Entsprechendes hat soeben auch das FG Hamburg verlautbart, und zwar im Urteil vom 29.3.2007, 1 K 155/06 (EFG 2007, 1562), gegen das vom FA die Revision I R 33/07 eingelegt worden ist. Diese Revision hat das FA soeben zurückgenommen. Es steht somit fest, dass die Verwaltung dem BFH folgt!

4. Konsequenzen: Nachdem die Streitfragen geklärt und die damit einhergehenden Ungewissheiten beseitigt sind, könnten Umstrukturierungen beträchtlich erleichtert werden.
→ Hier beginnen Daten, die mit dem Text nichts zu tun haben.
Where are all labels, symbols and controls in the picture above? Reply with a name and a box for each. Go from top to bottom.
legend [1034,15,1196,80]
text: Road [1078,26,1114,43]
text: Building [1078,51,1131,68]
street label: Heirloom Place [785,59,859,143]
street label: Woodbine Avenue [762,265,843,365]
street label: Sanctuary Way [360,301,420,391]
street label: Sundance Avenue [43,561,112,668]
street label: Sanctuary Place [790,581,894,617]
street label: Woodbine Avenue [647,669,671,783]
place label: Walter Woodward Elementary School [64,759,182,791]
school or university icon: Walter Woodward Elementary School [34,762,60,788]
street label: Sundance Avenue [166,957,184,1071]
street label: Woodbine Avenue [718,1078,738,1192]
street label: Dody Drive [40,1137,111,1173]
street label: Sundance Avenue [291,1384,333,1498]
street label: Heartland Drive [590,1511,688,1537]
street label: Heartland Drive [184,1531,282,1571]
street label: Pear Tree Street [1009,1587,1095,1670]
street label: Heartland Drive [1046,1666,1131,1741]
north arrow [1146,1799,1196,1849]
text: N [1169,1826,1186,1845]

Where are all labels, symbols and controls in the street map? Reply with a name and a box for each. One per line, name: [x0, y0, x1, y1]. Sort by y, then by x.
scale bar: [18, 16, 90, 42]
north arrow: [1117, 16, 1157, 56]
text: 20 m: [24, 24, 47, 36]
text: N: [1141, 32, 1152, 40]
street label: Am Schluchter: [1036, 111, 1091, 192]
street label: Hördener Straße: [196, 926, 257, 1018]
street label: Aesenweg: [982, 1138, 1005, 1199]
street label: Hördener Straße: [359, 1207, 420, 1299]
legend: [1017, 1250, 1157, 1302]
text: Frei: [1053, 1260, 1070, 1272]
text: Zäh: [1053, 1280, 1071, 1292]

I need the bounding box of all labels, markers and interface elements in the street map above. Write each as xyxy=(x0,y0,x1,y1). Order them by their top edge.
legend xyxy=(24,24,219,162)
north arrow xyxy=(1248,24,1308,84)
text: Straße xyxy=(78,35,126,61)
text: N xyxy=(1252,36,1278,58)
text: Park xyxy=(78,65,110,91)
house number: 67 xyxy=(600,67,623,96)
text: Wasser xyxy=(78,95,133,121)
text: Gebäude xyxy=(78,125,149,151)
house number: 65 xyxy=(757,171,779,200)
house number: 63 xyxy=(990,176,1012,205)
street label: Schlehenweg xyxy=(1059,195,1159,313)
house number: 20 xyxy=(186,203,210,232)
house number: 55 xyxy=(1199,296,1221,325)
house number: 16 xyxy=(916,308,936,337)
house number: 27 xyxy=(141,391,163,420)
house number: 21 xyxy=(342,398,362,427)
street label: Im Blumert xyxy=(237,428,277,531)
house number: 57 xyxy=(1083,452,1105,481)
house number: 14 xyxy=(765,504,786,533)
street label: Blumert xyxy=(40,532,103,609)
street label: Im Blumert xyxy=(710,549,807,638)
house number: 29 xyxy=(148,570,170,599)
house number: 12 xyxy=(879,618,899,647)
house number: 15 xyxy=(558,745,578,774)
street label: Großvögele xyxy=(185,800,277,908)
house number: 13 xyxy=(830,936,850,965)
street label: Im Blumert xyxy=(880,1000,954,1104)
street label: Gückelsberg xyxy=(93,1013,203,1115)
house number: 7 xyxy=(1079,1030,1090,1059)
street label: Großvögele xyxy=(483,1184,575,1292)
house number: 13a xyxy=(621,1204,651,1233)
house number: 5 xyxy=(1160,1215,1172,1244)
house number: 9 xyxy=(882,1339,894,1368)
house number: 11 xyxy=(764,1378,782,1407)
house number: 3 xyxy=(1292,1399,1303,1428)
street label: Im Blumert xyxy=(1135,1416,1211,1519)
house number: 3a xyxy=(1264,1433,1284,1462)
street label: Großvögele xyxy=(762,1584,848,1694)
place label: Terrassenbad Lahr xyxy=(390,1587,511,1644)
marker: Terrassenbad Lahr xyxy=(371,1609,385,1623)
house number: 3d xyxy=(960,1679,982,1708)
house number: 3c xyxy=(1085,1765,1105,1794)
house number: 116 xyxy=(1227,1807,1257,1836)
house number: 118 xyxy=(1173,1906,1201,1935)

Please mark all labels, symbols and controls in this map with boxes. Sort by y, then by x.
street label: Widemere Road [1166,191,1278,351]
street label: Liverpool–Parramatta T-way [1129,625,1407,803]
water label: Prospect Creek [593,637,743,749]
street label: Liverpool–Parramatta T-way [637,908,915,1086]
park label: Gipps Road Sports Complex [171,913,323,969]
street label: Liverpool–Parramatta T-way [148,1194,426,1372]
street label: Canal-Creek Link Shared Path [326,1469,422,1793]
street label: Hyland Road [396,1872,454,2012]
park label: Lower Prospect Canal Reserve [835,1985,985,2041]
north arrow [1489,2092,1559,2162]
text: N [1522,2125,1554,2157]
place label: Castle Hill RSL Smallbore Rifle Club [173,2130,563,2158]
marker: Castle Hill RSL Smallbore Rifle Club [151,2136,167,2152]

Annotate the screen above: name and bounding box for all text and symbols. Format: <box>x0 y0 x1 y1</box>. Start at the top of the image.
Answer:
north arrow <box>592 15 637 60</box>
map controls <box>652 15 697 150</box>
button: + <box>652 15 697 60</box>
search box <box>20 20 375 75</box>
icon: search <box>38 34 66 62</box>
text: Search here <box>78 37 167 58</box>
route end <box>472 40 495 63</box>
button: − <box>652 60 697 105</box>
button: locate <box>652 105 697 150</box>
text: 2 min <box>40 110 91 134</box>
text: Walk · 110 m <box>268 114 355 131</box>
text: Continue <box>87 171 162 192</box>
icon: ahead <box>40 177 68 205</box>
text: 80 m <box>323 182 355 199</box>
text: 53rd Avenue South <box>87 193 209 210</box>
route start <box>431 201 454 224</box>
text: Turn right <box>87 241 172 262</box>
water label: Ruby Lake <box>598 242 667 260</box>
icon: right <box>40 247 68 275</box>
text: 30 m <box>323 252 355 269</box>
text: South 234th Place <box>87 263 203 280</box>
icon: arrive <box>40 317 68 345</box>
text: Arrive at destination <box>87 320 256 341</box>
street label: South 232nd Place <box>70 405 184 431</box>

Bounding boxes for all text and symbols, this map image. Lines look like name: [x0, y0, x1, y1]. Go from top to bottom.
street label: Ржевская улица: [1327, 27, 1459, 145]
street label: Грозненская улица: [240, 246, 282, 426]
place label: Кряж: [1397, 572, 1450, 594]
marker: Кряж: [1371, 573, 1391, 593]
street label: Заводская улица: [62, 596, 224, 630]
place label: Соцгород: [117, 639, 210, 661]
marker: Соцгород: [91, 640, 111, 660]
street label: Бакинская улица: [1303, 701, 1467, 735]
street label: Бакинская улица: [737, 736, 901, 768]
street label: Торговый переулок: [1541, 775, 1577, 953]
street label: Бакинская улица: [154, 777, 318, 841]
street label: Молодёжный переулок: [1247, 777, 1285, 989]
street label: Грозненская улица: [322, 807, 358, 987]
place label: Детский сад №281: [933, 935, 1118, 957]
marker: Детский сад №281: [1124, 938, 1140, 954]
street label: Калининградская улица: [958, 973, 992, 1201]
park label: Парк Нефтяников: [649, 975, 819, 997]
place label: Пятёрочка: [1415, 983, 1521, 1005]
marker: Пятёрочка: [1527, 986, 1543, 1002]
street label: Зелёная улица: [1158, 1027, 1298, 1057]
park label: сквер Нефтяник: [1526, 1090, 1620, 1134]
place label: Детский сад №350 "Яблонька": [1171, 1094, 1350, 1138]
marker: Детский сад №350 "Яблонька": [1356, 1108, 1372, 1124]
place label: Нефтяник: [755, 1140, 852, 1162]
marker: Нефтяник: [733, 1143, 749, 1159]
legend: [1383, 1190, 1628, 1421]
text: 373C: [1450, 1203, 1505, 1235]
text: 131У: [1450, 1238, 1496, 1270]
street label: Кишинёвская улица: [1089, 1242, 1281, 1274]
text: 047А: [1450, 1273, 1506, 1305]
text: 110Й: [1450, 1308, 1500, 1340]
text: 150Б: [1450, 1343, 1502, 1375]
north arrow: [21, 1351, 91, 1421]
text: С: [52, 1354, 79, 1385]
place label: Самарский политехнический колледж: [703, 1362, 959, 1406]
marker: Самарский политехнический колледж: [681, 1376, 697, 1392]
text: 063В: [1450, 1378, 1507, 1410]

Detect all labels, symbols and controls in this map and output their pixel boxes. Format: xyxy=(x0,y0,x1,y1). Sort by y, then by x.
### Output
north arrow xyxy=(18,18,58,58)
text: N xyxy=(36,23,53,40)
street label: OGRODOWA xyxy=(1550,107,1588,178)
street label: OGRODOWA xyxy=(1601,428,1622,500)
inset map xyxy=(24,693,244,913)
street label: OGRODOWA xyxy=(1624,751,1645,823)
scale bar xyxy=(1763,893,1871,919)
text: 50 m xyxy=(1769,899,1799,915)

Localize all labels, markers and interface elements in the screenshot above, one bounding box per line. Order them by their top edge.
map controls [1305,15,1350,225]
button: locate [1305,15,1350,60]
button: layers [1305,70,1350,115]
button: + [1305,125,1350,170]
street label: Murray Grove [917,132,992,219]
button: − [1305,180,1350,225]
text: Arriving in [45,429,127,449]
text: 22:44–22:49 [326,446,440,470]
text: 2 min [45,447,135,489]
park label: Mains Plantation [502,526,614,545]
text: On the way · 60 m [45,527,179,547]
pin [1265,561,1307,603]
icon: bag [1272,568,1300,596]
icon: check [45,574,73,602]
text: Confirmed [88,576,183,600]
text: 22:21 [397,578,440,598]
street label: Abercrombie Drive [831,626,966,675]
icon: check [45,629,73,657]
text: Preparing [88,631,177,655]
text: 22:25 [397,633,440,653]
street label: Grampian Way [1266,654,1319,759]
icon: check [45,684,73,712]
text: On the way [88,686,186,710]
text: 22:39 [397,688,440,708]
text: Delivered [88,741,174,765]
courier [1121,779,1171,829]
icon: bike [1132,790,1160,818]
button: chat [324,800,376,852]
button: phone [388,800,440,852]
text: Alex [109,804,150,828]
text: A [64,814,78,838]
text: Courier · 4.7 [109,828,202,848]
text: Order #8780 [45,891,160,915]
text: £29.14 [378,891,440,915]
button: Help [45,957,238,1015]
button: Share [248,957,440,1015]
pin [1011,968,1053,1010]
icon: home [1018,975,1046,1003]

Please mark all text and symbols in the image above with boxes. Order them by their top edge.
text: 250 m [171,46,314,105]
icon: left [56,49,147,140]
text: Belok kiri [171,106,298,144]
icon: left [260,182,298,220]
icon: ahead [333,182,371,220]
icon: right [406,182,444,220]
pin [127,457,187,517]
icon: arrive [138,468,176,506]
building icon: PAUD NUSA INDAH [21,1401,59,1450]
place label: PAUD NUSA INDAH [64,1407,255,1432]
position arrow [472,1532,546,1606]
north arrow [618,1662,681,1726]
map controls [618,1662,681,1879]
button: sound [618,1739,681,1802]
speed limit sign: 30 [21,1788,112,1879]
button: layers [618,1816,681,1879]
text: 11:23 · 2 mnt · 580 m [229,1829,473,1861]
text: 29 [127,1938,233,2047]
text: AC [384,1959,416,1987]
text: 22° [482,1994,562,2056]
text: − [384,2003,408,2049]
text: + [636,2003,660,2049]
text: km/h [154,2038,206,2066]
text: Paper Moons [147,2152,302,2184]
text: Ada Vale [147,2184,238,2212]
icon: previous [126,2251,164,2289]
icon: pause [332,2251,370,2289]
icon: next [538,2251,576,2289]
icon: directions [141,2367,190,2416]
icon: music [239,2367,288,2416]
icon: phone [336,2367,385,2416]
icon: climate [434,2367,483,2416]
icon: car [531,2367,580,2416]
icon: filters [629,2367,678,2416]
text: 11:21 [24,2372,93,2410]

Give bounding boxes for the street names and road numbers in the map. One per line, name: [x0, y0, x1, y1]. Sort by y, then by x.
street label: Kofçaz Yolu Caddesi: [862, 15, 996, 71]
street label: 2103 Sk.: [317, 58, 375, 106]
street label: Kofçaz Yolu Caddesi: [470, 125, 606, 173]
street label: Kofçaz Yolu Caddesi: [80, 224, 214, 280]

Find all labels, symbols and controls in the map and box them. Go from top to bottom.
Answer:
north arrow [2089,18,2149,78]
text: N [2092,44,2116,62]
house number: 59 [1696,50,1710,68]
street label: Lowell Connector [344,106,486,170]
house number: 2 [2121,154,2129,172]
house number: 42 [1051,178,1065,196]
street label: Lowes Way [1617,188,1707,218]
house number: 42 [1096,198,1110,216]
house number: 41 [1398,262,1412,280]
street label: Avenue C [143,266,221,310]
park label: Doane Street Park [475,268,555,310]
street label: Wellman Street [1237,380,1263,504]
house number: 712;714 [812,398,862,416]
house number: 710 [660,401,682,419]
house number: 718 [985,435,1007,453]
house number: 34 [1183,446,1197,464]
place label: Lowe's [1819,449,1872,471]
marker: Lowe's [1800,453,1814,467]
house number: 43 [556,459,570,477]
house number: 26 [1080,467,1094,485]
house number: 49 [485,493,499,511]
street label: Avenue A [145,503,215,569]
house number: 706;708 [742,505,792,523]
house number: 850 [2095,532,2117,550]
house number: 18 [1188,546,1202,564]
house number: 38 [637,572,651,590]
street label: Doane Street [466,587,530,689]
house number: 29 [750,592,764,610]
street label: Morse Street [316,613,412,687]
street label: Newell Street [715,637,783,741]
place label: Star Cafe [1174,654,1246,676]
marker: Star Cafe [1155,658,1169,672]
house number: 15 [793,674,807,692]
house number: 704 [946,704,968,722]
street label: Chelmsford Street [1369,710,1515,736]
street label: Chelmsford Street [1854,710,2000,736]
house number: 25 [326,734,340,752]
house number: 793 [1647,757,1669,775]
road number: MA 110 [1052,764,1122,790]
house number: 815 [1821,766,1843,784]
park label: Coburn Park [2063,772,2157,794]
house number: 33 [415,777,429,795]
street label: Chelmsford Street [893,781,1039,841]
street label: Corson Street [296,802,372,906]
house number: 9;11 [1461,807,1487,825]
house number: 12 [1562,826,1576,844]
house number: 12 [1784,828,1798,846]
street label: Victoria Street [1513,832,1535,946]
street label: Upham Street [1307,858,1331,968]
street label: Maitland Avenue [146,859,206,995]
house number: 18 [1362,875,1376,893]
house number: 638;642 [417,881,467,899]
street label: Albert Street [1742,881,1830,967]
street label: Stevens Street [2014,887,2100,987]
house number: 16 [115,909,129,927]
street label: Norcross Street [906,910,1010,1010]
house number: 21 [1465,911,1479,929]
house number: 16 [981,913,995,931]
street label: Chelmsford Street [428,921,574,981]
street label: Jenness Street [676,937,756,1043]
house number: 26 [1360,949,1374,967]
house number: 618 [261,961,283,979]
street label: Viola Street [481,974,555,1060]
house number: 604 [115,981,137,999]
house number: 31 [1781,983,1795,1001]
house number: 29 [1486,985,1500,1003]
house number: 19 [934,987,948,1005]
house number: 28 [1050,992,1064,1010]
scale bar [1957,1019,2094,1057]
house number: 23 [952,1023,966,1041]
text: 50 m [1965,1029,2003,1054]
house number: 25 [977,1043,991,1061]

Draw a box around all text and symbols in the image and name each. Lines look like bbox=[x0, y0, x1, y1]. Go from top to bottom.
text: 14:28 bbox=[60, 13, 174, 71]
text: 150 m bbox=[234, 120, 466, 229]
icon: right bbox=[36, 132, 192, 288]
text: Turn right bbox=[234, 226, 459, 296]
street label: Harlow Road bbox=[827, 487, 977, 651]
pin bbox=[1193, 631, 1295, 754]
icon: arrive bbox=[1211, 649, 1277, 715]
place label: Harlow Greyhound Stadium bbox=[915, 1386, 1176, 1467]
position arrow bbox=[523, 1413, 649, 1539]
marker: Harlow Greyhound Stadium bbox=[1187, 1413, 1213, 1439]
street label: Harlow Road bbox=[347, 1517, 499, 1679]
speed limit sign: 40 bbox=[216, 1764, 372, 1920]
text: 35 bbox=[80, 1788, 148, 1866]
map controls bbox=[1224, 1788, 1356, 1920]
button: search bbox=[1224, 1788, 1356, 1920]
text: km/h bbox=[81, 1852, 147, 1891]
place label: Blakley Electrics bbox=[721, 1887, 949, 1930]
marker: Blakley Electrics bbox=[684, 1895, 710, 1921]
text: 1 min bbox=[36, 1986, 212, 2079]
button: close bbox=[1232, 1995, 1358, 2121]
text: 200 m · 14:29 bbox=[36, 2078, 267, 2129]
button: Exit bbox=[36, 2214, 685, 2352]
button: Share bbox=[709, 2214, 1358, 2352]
Mittels der Höherbewertung lässt sich für das übernehmende Unternehmen ein höheres Abschreibungsvolumen erzielen und Verlustausgleichsvolumen schaffen.

5. Im SEStEG (Gesetz zur Umsetzung der steuerlichen Fusions-RL der EG und damit der grenzüberschreitenden Umwandlung) wurde der umwandlungssteuerrechtlichen Maßgeblichkeit endgültig und erklärtermaßen der auch gesetzliche Garaus gemacht. Insofern betrifft das Grundsatzurteil des BFH nur die steuerliche Vergangenheit.